Creating a custom data format for IBM DataStage

You can customize the data that is being generated by CDC Replication and sent to IBM® DataStage® by specifying a Java™ class.

About this task

This is ideal for users who have existing IBM DataStage jobs that expect a particular data format. If you use a custom data format that changes the default format of the flat file sent from CDC Replication to IBM DataStage, the .dsx file described in Generating an IBM DataStage definition file for a subscription will not be useful because it contains only default data formatting. If you have created and imported a .dsx file into IBM DataStage, you must ensure that it is still relevant in IBM DataStage Designer.

For example, you may have an existing IBM DataStage file-based job that will not read the default data format generated by Management Console. In this case, it may be easier for you to specify a Java class to customize the data format rather than modifying your existing IBM DataStage job.

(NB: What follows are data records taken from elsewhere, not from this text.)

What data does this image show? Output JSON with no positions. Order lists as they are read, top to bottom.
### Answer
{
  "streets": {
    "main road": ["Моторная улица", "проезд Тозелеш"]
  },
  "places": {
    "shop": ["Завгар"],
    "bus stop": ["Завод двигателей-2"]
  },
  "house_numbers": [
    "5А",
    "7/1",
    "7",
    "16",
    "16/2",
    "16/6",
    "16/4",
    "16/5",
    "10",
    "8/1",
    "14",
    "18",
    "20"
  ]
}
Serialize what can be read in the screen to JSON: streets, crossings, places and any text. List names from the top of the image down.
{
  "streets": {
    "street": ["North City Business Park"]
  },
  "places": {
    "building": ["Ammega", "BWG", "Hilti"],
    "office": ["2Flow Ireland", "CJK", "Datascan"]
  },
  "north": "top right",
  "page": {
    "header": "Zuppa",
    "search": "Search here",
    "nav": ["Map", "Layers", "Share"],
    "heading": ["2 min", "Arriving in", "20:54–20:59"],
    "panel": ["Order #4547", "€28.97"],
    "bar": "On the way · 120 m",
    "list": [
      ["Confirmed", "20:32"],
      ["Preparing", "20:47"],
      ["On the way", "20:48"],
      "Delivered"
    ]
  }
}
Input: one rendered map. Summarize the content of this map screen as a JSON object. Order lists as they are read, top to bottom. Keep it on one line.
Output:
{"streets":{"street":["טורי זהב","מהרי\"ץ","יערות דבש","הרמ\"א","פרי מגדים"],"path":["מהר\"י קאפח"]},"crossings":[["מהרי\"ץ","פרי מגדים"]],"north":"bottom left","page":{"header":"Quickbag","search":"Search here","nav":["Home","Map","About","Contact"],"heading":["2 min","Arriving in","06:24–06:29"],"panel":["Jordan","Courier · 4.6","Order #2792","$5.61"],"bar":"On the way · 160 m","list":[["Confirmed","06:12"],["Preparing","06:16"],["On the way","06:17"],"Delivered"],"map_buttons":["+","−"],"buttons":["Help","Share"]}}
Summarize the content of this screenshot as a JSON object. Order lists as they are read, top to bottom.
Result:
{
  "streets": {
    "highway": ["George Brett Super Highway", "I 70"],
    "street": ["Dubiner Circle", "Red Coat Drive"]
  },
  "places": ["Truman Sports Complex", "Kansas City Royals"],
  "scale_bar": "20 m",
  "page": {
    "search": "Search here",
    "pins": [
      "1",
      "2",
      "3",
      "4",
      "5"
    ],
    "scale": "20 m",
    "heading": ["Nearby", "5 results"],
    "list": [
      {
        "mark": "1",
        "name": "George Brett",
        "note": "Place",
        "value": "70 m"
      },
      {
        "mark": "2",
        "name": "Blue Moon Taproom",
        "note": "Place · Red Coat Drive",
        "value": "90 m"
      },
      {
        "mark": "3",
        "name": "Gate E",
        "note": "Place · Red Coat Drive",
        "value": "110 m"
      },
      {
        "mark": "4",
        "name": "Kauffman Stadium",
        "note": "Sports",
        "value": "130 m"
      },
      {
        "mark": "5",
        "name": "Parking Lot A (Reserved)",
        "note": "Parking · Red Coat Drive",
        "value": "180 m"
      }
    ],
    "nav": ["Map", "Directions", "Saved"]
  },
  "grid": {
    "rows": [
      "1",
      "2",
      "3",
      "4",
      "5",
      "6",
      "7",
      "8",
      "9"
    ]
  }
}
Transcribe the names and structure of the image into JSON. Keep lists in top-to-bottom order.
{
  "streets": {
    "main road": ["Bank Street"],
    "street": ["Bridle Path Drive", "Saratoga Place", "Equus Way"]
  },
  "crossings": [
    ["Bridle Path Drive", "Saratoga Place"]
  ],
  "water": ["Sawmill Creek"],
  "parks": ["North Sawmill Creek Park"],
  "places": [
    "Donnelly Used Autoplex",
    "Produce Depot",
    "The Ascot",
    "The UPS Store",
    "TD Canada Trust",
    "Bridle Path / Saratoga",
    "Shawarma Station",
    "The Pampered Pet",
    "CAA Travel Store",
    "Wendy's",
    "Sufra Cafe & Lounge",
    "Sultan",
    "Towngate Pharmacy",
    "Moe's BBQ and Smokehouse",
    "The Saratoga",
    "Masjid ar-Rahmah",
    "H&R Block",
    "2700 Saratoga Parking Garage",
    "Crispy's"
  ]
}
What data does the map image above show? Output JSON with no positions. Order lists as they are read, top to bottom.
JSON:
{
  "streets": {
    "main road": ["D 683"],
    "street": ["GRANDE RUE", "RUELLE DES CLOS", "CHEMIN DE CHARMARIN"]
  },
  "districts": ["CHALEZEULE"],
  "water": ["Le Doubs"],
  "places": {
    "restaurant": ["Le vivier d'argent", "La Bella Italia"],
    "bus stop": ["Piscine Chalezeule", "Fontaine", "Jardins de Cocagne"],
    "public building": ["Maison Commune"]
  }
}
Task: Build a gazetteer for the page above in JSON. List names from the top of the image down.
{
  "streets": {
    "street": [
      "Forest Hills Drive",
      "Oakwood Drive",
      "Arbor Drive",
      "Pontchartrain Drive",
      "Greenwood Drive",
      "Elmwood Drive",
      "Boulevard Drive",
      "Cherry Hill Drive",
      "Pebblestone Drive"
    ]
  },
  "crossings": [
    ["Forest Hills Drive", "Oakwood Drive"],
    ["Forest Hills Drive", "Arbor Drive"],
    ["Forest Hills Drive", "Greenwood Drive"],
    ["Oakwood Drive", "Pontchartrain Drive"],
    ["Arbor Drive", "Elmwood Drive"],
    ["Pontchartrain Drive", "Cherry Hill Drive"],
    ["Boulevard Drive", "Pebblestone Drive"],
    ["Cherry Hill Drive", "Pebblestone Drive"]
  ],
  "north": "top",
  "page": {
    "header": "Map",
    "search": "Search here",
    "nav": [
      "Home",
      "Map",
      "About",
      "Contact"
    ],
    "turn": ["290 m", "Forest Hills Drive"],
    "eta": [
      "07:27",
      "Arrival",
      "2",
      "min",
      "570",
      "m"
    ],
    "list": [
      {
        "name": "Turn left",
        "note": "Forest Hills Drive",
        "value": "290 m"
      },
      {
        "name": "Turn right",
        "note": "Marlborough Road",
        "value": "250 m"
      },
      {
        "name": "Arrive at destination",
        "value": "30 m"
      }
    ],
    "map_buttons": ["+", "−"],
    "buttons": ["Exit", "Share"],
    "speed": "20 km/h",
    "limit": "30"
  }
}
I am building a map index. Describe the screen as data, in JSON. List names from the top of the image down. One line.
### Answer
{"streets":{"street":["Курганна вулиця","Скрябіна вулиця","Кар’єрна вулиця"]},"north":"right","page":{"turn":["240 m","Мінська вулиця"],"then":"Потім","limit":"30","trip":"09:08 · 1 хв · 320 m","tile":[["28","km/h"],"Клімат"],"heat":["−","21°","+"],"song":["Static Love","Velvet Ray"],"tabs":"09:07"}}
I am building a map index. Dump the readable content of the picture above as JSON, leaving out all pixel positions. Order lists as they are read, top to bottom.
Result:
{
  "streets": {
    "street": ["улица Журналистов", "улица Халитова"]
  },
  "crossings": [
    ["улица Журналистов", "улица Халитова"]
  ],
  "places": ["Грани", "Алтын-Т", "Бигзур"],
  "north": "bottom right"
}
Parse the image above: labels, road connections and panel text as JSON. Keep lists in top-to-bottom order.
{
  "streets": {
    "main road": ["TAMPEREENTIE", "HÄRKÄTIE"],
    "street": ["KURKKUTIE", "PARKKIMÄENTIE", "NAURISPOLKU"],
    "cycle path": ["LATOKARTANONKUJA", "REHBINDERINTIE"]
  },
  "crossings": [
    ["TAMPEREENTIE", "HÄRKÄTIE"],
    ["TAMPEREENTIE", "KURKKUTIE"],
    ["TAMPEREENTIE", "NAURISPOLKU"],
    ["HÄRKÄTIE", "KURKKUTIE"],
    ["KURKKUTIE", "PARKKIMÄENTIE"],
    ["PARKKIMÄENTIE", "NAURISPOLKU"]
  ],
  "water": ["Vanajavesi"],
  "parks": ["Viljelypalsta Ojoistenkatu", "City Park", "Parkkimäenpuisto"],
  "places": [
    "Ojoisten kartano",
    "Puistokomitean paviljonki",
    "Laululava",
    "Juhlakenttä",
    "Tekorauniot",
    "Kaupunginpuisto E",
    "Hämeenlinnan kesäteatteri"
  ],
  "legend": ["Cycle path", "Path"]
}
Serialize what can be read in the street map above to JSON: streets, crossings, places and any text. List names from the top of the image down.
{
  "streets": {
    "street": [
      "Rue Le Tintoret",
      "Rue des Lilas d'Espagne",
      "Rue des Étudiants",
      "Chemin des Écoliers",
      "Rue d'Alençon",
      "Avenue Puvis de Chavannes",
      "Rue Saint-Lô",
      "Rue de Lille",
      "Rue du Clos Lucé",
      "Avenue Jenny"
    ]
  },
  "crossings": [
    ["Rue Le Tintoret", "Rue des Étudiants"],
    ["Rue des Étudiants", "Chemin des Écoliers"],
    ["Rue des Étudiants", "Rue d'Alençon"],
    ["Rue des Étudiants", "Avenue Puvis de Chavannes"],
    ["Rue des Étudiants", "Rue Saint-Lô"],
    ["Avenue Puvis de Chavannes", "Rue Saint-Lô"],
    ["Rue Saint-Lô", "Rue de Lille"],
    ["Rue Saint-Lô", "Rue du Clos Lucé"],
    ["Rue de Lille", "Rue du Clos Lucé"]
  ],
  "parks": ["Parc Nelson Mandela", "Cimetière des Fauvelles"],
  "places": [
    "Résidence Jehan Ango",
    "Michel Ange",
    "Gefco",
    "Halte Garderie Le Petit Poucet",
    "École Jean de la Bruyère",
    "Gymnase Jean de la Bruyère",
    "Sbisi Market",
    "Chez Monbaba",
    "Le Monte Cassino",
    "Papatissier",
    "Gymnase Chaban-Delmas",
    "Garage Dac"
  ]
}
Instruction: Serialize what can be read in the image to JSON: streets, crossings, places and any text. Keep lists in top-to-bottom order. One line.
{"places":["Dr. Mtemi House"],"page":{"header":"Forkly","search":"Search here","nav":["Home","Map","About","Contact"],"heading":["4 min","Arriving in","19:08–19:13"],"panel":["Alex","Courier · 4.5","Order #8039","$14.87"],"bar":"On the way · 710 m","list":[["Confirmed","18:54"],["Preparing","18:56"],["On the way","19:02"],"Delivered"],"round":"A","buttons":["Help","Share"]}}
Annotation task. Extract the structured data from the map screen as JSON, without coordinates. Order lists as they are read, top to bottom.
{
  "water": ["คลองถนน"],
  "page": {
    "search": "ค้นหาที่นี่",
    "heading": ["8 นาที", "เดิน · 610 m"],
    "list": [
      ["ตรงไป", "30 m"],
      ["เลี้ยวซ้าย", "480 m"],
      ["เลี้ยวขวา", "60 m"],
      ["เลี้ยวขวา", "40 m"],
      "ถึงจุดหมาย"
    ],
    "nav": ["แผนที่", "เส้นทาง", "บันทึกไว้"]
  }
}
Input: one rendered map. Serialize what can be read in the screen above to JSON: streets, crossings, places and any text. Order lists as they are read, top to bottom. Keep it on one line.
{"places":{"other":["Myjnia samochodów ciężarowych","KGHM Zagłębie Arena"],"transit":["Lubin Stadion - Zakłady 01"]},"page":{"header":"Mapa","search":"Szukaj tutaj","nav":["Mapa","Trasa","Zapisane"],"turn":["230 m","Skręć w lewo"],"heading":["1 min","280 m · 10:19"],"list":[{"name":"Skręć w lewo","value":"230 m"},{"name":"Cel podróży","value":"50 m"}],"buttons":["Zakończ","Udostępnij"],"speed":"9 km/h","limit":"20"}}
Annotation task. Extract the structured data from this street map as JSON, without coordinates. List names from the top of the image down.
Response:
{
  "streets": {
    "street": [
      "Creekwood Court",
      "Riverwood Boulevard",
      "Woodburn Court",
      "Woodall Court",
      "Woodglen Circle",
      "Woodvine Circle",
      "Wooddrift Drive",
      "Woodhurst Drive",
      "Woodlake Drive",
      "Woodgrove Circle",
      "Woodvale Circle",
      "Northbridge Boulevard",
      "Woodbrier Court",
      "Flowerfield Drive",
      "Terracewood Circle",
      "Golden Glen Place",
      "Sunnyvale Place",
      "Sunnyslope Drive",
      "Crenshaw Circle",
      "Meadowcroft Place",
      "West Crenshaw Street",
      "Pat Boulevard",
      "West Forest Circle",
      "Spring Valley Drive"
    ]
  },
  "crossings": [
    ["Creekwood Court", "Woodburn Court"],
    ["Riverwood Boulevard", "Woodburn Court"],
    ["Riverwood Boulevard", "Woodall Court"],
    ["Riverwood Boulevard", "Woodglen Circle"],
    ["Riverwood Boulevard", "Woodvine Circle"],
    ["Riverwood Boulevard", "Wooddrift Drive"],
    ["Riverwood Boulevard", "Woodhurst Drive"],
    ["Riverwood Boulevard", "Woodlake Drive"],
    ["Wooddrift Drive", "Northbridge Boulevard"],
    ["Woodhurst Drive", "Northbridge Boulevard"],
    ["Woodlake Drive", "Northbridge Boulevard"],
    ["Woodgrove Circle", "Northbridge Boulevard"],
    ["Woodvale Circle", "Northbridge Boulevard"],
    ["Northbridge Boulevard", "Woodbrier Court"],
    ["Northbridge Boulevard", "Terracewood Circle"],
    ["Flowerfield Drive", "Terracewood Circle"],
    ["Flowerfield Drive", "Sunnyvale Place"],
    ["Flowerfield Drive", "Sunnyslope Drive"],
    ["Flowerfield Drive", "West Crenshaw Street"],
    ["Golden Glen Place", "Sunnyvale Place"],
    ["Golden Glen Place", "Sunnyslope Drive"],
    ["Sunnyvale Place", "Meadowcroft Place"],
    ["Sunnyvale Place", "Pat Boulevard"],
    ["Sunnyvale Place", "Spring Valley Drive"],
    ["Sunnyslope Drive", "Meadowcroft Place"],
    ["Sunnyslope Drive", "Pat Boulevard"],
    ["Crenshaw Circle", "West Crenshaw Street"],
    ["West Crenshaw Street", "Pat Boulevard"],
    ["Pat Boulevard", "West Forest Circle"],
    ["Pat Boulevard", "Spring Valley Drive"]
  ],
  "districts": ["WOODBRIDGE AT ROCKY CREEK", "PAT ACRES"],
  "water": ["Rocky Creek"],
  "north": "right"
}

A Java class that creates a custom data format must implement the DataStageDataFormatIF interface.
Requirement: If you have an existing custom data format, and you are upgrading from a CDC Replication Engine for InfoSphere® DataStage version 6.3 to version 6.5 or later, you must modify the existing custom data format because of changes to the DataStageDataFormatIF interface in version 6.5 and later.
Important: If you are using the direct connect connection method, the custom data format is not supported for version 6.5 or later.

For more information on the DataStageDataFormatIF interface, see the Javadocs that are installed with your installation of CDC Replication Engine for InfoSphere DataStage.

For more information on these requirements, refer to the IBM DataStage product technical documentation.

Procedure

  1. Click Configuration > Subscriptions.
  2. Select the subscription.
  3. Click the Table Mappings view and select the table mapping from the Source Table column.
  4. Right-click and select Open Details....
  5. Click the Flat File or Direct Connect tab depending on your mapping type.
    Note: Starting with Version 11.4 of the CDC Replication Engine for InfoSphere DataStage, the Direct Connect method is no longer supported. You can still use the Management Console in V11.4 to configure this method for the V11.3.3 engine.
  6. Enter the name of the Java class that implements the DataStageDataFormatIF interface in the Class Name box.
    For example, you may have imported the DataStageDataFormatIF interface, and the class that implements this interface in your function has the following definition:
    public class CustomFormat1 implements DataStageDataFormatIF

    In the Class Name box in the Custom Data Format area, you must type:

    • CustomFormat1—Identifies a stand-alone class.
    • <Java package>.CustomFormat1—Identifies that class is included in a Java package (for example, com.ibm.interface.CustomFormat1 ).
    The files you generate from compiling the class must be located in a library or folder that is referenced by the CLASSPATH environment variable.
  7. Click Save.